The U.S. embassy and consulates in Mexico warned Americans on the country’s Pacific coast to be prepared as a major hurricane was forecast to make landfall Monday.
With all eyes on the death and destruction wrought by last week’s Hurricane Ian, blamed Sunday for 83 fatalities in Florida and four in North Carolina, Hurricane Orlene seemed to sneak up on Mexico and then rapidly roar with the destructive winds.
Orlene on Saturday night was spinning 85 miles northwest of Cabo Corrientes, a headland that juts into the Pacific just south of Puerto Vallarta in the state of Jalisco.
Orlene was moving north at 8 mph, U.S. forecasters said. They believe it will make landfall north of Puerto Vallarta after noon on Monday and then rapidly weaken as it travels over land.
The U.S. embassy and consulates were speaking up, telling citizens and legal residents living or visiting the southwest Mexican coast to be prepared.
“U.S. citizens in states along the coast of western Mexico and the Islas Marias should monitor the progress of Orlene,” they said in a weather alert. “Seek shelter if needed.”

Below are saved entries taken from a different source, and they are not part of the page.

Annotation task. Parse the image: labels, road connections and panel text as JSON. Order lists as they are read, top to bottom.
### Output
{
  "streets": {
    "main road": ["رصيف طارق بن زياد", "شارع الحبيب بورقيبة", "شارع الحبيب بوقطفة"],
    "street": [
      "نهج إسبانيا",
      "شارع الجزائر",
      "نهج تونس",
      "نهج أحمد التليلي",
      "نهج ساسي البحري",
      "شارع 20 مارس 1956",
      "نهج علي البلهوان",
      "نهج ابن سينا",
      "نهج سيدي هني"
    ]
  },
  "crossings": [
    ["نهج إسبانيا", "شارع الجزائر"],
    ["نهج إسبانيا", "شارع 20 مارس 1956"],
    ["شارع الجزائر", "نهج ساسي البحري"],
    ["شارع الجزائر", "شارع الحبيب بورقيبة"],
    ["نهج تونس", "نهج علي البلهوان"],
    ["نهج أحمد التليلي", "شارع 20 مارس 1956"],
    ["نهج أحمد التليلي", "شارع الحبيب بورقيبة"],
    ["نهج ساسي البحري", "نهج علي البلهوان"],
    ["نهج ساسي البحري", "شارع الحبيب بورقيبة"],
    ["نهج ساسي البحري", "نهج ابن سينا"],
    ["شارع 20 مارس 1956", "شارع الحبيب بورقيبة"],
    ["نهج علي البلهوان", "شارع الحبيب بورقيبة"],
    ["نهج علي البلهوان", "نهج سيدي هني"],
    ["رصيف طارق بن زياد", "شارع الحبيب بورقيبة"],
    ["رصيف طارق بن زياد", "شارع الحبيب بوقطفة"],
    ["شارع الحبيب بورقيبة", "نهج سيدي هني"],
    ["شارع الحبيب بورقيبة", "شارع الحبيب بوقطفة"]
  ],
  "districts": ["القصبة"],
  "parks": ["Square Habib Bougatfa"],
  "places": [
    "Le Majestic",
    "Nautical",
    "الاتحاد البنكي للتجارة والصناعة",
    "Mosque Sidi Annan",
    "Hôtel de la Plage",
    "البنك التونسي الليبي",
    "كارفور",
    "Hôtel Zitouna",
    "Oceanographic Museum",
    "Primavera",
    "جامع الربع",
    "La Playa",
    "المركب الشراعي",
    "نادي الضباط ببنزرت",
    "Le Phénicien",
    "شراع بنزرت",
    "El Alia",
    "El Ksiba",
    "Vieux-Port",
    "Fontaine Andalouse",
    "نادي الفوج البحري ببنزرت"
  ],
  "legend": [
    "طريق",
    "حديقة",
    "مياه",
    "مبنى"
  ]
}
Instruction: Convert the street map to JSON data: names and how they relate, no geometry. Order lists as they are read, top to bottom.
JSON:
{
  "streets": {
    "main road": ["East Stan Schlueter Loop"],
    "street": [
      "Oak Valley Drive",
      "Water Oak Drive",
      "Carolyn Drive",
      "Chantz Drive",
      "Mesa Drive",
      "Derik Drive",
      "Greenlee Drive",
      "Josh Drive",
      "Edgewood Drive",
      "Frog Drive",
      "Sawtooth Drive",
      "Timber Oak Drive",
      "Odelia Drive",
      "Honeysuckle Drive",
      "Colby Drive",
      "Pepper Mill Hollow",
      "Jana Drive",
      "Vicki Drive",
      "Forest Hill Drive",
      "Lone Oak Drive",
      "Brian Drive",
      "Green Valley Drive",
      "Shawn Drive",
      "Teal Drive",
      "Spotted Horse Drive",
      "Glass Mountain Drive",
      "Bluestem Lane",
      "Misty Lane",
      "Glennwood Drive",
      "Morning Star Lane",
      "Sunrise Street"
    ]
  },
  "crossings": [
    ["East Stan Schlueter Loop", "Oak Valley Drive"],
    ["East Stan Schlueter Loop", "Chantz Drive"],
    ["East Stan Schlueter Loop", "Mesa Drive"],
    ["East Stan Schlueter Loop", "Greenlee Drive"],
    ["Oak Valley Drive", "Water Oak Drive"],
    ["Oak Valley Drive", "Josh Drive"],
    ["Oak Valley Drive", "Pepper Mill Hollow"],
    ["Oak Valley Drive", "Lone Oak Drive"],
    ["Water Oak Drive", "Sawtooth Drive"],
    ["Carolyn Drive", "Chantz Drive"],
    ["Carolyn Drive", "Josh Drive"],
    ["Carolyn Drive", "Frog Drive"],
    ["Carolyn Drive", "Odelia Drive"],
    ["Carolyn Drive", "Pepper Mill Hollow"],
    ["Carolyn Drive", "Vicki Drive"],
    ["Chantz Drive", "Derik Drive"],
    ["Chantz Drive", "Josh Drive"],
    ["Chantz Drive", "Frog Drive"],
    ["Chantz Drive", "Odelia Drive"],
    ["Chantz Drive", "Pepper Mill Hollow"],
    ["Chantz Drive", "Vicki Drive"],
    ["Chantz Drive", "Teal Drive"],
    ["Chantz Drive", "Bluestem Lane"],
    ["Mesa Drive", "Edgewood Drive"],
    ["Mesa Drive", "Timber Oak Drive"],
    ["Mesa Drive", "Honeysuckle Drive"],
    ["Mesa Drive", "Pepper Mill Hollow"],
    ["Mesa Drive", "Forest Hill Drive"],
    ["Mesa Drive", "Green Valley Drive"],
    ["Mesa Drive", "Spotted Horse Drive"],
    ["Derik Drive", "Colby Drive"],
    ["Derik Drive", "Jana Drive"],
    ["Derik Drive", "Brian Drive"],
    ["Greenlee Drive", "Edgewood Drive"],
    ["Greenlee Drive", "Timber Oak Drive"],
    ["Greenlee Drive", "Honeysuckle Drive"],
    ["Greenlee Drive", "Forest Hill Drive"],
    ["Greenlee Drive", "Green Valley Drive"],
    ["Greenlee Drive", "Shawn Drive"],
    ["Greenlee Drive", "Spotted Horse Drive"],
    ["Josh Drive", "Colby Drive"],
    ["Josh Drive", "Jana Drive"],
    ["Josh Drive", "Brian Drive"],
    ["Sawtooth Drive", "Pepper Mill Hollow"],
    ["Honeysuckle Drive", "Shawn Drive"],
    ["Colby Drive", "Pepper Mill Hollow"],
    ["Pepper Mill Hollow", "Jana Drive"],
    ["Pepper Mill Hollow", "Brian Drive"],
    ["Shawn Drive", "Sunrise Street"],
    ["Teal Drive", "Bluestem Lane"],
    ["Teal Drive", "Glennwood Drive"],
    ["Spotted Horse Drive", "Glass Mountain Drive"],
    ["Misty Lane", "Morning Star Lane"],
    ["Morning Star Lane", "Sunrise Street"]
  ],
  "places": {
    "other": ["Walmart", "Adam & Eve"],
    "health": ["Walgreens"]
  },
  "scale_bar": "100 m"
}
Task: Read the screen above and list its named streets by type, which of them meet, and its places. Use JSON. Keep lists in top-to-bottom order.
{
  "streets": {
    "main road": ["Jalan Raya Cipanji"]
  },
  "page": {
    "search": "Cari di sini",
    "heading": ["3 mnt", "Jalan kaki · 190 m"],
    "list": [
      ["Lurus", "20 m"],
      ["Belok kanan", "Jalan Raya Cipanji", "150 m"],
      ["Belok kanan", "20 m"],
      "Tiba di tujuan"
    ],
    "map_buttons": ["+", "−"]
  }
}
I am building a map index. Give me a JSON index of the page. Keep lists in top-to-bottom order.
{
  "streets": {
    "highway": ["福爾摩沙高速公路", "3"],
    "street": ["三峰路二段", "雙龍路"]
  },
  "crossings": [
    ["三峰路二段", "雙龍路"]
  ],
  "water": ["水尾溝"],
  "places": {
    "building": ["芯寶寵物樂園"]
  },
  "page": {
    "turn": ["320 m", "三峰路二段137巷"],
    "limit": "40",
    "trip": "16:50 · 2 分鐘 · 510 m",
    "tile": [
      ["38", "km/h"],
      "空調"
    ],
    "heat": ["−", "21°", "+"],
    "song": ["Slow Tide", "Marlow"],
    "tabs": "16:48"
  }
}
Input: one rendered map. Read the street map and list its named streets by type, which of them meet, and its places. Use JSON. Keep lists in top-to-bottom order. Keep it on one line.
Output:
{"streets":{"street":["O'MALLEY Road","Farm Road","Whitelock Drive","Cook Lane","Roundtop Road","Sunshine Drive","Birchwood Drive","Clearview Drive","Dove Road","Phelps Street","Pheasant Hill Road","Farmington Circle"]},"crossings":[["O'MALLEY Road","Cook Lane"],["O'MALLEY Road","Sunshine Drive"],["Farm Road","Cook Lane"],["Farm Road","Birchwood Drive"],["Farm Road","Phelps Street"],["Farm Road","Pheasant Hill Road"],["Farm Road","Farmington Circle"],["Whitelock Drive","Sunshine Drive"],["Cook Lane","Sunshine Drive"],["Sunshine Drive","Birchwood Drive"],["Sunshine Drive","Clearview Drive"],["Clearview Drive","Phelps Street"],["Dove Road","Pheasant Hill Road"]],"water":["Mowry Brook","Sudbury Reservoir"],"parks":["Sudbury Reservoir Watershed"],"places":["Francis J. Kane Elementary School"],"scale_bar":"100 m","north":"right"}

The storm early Sunday reached Category 4 strength, seemingly out of nowhere, with sustained winds of at least 130 mph, the U.S. National Hurricane Center said. It weakened to a Category 3, with maximum sustained winds of at least 111, according to the center.
Mexican forecasters had said earlier that decelerating, Category 2-level winds would happen overnight. The category is defined by sustained winds of 96 to 110 mph.
At landfall Monday, the hurricane was forecast to produce sustained winds of 90 mph or greater, which would make it a Category 1 storm.
The Mexican federal government warned Sunday Orlene will bring intense, torrential rains to the states of Jalisco and Nayarit, while whipping up waves measuring 10 to 16 feet.
The U.S. National Hurricane Center called the expected hurricane swell “life-threatening,” according to a bulletin.
The states of Colima and Sinaloa could also be impacted by rain and wind, the government said in a statement Sunday. As much as 10 inches of precipitation could accumulate in some areas, Mexico’s weather agency, the Servicio Meteorológico Nacional, said in a separate public notice.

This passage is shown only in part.